* [Your instructions]: Output the data below in full, character for character.

::::::::

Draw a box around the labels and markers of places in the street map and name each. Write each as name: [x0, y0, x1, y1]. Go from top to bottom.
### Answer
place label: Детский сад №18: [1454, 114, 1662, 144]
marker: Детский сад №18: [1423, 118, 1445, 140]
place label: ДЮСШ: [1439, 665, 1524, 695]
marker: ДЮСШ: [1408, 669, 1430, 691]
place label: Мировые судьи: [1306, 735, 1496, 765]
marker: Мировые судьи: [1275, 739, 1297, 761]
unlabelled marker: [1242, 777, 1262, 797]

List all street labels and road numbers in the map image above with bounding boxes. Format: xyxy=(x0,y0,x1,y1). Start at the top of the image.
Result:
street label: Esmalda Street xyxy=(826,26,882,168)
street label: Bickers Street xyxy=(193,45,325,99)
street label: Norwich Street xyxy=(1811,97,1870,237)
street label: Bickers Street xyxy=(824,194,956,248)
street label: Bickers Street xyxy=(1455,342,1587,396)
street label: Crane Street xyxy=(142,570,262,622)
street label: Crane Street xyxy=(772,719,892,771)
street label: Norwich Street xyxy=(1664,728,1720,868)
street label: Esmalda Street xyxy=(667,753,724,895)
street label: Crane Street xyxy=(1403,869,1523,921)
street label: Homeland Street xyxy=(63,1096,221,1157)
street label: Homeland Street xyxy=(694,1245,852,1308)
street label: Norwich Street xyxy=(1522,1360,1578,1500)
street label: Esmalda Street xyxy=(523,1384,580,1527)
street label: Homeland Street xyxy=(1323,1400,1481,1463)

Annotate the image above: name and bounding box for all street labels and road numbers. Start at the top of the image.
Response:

::::::::

* [Solution to this task]:
Draw a box around the labels and markers of places in the street map and name each. Write each as name: [x0, y0, x1, y1]. Go from top to bottom.
### Answer
place label: Детский сад №18: [1454, 114, 1662, 144]
marker: Детский сад №18: [1423, 118, 1445, 140]
place label: ДЮСШ: [1439, 665, 1524, 695]
marker: ДЮСШ: [1408, 669, 1430, 691]
place label: Мировые судьи: [1306, 735, 1496, 765]
marker: Мировые судьи: [1275, 739, 1297, 761]
unlabelled marker: [1242, 777, 1262, 797]

List all street labels and road numbers in the map image above with bounding boxes. Format: xyxy=(x0,y0,x1,y1). Start at the top of the image.
Result:
street label: Esmalda Street xyxy=(826,26,882,168)
street label: Bickers Street xyxy=(193,45,325,99)
street label: Norwich Street xyxy=(1811,97,1870,237)
street label: Bickers Street xyxy=(824,194,956,248)
street label: Bickers Street xyxy=(1455,342,1587,396)
street label: Crane Street xyxy=(142,570,262,622)
street label: Crane Street xyxy=(772,719,892,771)
street label: Norwich Street xyxy=(1664,728,1720,868)
street label: Esmalda Street xyxy=(667,753,724,895)
street label: Crane Street xyxy=(1403,869,1523,921)
street label: Homeland Street xyxy=(63,1096,221,1157)
street label: Homeland Street xyxy=(694,1245,852,1308)
street label: Norwich Street xyxy=(1522,1360,1578,1500)
street label: Esmalda Street xyxy=(523,1384,580,1527)
street label: Homeland Street xyxy=(1323,1400,1481,1463)

Annotate the image above: name and bounding box for all street labels and road numbers. Start at the top of the image.
Response:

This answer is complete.